Fora dos limites do órgão, vários ministros que passaram pela pasta da Agricultura defenderam uma lei tornando o expurgo obrigatório, “para impedir o descrédito da nossa produção de cereais” (Brasil, 1926, p. 279; 1929b, p. 300). Outras propostas apresentadas nessa direção foram a adoção do sulfureto de carbono como padrão oficial e a criação de representações do serviço nos pontos de exportação de cereais ou a proteção oficial a empresas particulares organizadas para esse fim. No entanto, ao que parece, tais propostas não saíram do papel (Brasil, 1926, p. 279).
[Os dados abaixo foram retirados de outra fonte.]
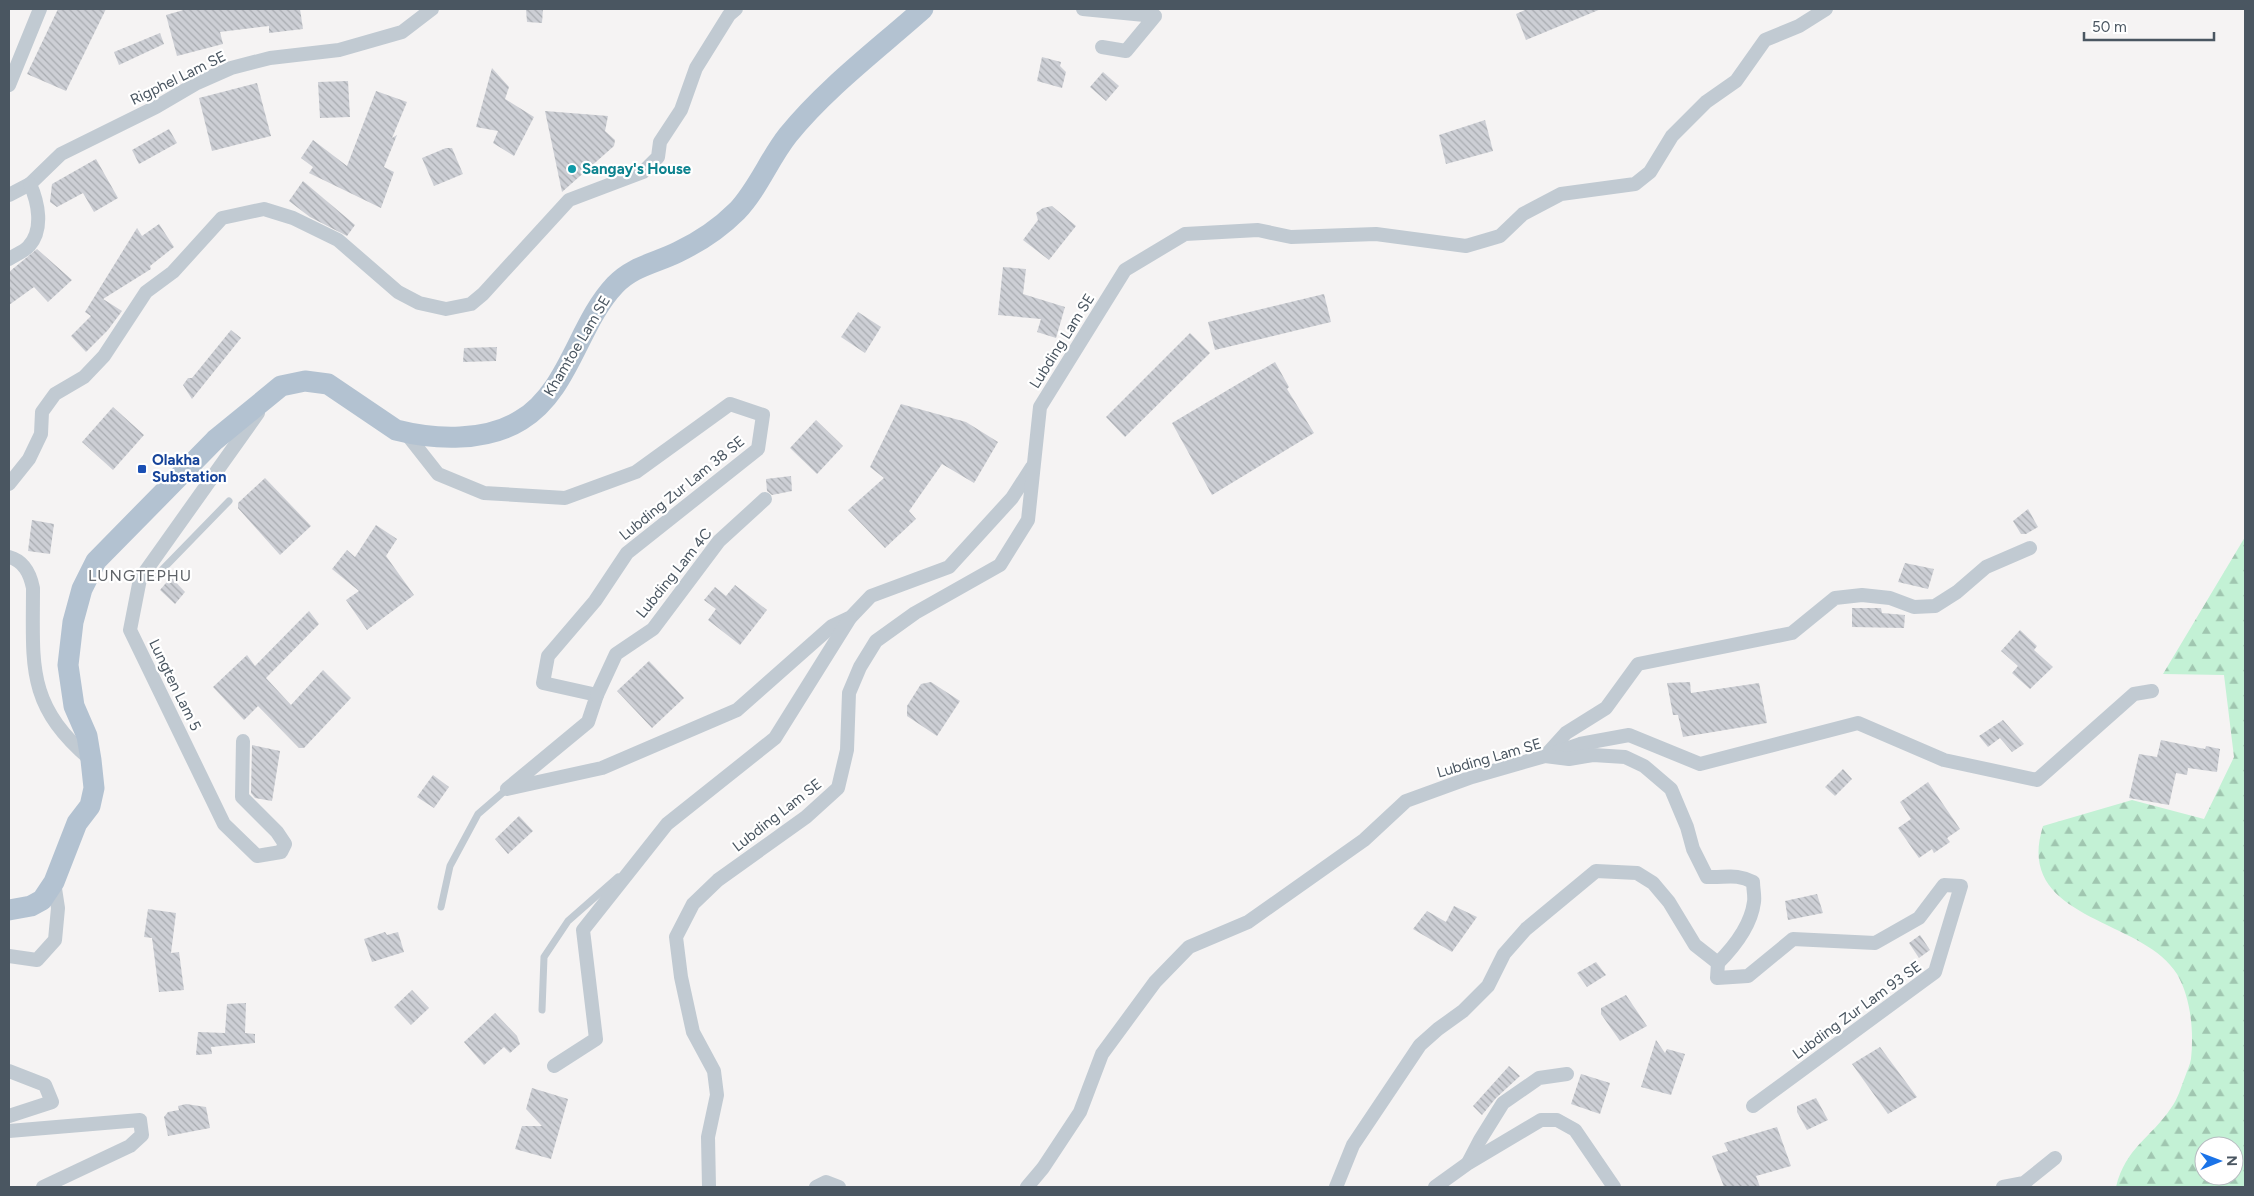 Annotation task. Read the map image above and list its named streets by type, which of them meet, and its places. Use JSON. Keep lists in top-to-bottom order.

Em decorrência dos acontecimentos que ficaram conhecidos como Revolução de 1930, o Ministério da Agricultura foi desmembrado, dando origem à pasta do Trabalho, Indústria e Comércio. Nesse novo contexto, ocorreram várias transformações. O Serviço de Expurgo e Beneficiamento de Cereais foi transferido para a esfera do Serviço de Inspeção e Fomento Agrícolas pelo decreto n. 19.748, de 12 de março de 1931. No ano seguinte, o decreto n. 21.801 tornou obrigatório o expurgo dos cereais, grãos de leguminosos e sementes de algodão destinados à exportação. Em 1933, em meio a um grande processo de reforma das repartições agrícolas, o decreto n. 22.416, de 30 de janeiro, extinguiu o Serviço de Inspeção e Fomento Agrícolas, ao dividir suas funções e estruturas entre diferentes áreas da Diretoria-Geral de Agricultura, sem mencionar o Serviço de Expurgo e Beneficiamento de Cereais, que, igualmente, não apareceu nos regulamentos posteriores. Em 1934, o decreto n. 24.114, de 12 de abril, aprovou o regulamento da defesa sanitária vegetal, incluindo um capítulo específico sobre a desinfecção ou expurgo de vegetais, ou partes de vegetais, concentrando em apenas um órgão, o Serviço de Defesa Sanitária Vegetal, todas as etapas do processo de controle dos produtos agrícolas comercializados no país e no exterior.
Angélica Ricci Camargo
Jul. 2020
Fontes e bibliografia
BRASIL. Decreto n. 14.377, de 24 de setembro de 1920. Cria o Serviço de Expurgo e Beneficiamento de Cereais. Coleção das leis da República dos Estados Unidos do Brasil, Rio de Janeiro, v. 3, p. 513-517, 1921a.
______. Decreto n. 15.189, de 21 de dezembro de 1921. Aprova o regulamento da Defesa Sanitária Vegetal. Coleção das leis da República dos Estados Unidos do Brasil, Rio de Janeiro, v. 4, p. 98-113, 1922.
______. Decreto n. 19.748, de 12 de março de 1931. Extingue vários cargos e serviços no Ministério da Agricultura. Diário Oficial da República dos Estados Unidos do Brasil. Poder Executivo, Rio de Janeiro, 15 mar. 1931. Seção 1, p. 3.897-3.898.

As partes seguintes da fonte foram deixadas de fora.